____ MATERIAL PROVIDED
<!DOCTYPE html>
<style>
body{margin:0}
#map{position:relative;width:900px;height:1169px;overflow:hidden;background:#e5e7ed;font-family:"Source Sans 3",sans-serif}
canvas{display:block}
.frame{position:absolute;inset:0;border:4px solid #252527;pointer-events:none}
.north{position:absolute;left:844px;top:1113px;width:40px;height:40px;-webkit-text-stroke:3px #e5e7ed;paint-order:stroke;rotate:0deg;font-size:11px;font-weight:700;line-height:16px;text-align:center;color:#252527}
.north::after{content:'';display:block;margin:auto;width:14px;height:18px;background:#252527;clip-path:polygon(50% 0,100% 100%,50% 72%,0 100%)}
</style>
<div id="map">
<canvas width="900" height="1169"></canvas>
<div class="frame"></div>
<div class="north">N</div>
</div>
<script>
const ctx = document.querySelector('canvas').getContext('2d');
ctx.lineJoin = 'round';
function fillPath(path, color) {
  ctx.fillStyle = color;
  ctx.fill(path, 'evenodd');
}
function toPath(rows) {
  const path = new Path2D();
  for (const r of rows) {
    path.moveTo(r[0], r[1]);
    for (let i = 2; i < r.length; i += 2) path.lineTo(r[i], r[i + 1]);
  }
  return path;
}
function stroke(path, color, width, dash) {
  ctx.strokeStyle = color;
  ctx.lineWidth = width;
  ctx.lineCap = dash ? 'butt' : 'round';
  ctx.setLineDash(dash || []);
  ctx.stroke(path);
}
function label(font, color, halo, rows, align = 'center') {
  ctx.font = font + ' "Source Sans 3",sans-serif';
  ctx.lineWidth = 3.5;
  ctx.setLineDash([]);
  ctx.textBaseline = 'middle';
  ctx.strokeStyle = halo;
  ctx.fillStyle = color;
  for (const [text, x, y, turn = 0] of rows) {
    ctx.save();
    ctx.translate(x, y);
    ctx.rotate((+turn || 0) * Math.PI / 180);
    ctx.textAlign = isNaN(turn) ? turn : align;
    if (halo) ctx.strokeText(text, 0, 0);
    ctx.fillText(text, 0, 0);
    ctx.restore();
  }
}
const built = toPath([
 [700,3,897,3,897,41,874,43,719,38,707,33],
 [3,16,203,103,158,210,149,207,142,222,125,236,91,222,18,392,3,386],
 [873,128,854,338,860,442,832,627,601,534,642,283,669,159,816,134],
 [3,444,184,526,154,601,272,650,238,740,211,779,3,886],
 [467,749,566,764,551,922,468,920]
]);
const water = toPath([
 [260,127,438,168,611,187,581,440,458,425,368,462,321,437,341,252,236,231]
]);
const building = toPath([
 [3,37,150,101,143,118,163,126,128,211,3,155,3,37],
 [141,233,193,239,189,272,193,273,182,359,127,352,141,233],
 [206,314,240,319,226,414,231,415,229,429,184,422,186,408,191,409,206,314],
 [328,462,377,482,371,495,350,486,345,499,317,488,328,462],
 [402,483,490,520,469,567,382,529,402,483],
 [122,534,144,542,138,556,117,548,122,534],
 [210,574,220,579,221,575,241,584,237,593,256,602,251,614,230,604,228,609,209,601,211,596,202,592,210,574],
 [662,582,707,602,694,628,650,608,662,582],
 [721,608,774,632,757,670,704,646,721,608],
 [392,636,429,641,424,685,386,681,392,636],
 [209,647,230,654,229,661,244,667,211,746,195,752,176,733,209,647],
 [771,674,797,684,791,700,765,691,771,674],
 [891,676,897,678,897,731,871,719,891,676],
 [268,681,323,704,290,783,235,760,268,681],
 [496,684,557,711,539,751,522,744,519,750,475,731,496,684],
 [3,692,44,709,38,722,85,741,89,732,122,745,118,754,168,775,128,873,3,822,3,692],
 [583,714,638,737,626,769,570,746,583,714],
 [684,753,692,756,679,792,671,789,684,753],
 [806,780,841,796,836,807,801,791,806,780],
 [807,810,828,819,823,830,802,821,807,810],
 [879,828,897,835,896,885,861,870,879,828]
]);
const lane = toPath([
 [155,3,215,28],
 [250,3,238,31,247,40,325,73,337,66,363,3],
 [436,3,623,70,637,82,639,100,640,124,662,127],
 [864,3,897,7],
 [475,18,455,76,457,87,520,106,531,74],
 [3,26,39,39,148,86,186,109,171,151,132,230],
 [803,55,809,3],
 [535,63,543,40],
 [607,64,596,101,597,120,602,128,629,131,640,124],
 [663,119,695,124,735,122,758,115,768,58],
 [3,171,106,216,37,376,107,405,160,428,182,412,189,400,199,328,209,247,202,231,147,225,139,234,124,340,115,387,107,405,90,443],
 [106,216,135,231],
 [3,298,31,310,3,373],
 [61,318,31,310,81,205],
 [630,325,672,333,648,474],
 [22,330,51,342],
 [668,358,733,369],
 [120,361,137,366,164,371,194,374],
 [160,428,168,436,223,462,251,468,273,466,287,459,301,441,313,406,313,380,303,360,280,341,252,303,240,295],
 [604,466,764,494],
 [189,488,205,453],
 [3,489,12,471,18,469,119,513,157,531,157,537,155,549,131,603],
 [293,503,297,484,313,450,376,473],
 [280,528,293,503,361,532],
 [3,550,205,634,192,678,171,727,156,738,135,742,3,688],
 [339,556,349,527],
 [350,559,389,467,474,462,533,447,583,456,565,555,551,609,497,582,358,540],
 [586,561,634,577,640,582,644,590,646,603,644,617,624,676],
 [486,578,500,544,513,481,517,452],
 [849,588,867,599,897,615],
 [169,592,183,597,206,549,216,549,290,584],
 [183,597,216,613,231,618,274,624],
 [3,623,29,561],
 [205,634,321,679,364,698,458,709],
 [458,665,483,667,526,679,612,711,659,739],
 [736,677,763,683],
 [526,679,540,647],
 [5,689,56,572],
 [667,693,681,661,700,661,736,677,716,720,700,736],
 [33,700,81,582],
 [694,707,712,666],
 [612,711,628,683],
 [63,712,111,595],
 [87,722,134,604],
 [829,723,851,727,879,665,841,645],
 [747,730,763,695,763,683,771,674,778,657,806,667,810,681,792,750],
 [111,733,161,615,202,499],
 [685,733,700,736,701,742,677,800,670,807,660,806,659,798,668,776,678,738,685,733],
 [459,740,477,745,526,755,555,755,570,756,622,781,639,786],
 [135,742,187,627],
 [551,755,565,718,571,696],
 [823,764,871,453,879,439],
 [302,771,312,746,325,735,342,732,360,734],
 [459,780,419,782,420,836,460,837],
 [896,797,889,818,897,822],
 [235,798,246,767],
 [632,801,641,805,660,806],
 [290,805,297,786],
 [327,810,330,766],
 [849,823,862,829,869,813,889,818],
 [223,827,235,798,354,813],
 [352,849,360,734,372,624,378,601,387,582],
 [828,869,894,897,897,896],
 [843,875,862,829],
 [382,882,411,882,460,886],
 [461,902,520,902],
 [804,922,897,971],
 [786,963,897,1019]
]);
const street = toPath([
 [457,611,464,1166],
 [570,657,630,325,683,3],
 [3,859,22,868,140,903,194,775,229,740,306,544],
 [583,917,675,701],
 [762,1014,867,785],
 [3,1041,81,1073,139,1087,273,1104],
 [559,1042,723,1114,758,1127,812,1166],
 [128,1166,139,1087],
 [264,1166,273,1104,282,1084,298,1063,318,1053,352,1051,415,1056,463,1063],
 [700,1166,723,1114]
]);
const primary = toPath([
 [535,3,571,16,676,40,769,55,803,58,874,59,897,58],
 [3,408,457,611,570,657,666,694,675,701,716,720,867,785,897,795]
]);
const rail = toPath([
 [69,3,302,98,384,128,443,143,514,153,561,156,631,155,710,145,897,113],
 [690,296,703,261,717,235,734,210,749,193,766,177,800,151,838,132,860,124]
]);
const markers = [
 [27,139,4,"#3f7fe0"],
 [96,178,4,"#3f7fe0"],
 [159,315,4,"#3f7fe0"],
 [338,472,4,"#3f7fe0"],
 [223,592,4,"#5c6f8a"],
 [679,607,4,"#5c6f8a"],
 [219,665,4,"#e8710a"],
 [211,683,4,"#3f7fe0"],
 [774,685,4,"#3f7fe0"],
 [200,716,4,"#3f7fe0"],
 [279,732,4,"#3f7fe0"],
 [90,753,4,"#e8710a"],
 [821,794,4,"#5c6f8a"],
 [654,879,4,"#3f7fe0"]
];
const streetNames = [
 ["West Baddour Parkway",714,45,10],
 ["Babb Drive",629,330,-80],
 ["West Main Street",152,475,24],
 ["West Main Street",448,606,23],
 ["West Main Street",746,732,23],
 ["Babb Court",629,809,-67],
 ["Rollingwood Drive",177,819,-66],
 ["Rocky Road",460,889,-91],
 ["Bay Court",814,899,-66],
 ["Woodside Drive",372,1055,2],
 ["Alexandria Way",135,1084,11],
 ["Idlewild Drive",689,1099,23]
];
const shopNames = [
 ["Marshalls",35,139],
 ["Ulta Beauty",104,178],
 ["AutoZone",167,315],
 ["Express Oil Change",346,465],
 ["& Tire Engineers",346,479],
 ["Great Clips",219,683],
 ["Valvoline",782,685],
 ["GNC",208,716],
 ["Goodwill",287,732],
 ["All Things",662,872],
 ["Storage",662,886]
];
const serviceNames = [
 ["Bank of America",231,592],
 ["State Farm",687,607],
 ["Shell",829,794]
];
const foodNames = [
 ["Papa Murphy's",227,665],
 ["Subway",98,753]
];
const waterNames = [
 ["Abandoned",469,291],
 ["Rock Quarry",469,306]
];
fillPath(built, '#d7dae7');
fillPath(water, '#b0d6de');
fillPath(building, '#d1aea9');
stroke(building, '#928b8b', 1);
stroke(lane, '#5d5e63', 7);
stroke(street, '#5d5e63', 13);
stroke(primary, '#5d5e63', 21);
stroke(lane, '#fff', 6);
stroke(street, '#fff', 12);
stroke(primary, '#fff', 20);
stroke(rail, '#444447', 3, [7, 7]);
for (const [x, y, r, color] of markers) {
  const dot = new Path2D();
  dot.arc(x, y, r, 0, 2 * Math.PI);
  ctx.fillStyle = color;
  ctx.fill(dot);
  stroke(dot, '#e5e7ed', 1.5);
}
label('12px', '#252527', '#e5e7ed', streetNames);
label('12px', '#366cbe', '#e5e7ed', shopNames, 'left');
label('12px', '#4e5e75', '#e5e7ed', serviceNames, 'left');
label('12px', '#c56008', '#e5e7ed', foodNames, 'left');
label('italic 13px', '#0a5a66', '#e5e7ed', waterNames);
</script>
________
The lines sought are those in the data above that include the string "height"; copy each one.

#map{position:relative;width:900px;height:1169px;overflow:hidden;background:#e5e7ed;font-family:"Source Sans 3",sans-serif}
.north{position:absolute;left:844px;top:1113px;width:40px;height:40px;-webkit-text-stroke:3px #e5e7ed;paint-order:stroke;rotate:0deg;font-size:11px;font-weight:700;line-height:16px;text-align:center;color:#252527}
.north::after{content:'';display:block;margin:auto;width:14px;height:18px;background:#252527;clip-path:polygon(50% 0,100% 100%,50% 72%,0 100%)}
<canvas width="900" height="1169"></canvas>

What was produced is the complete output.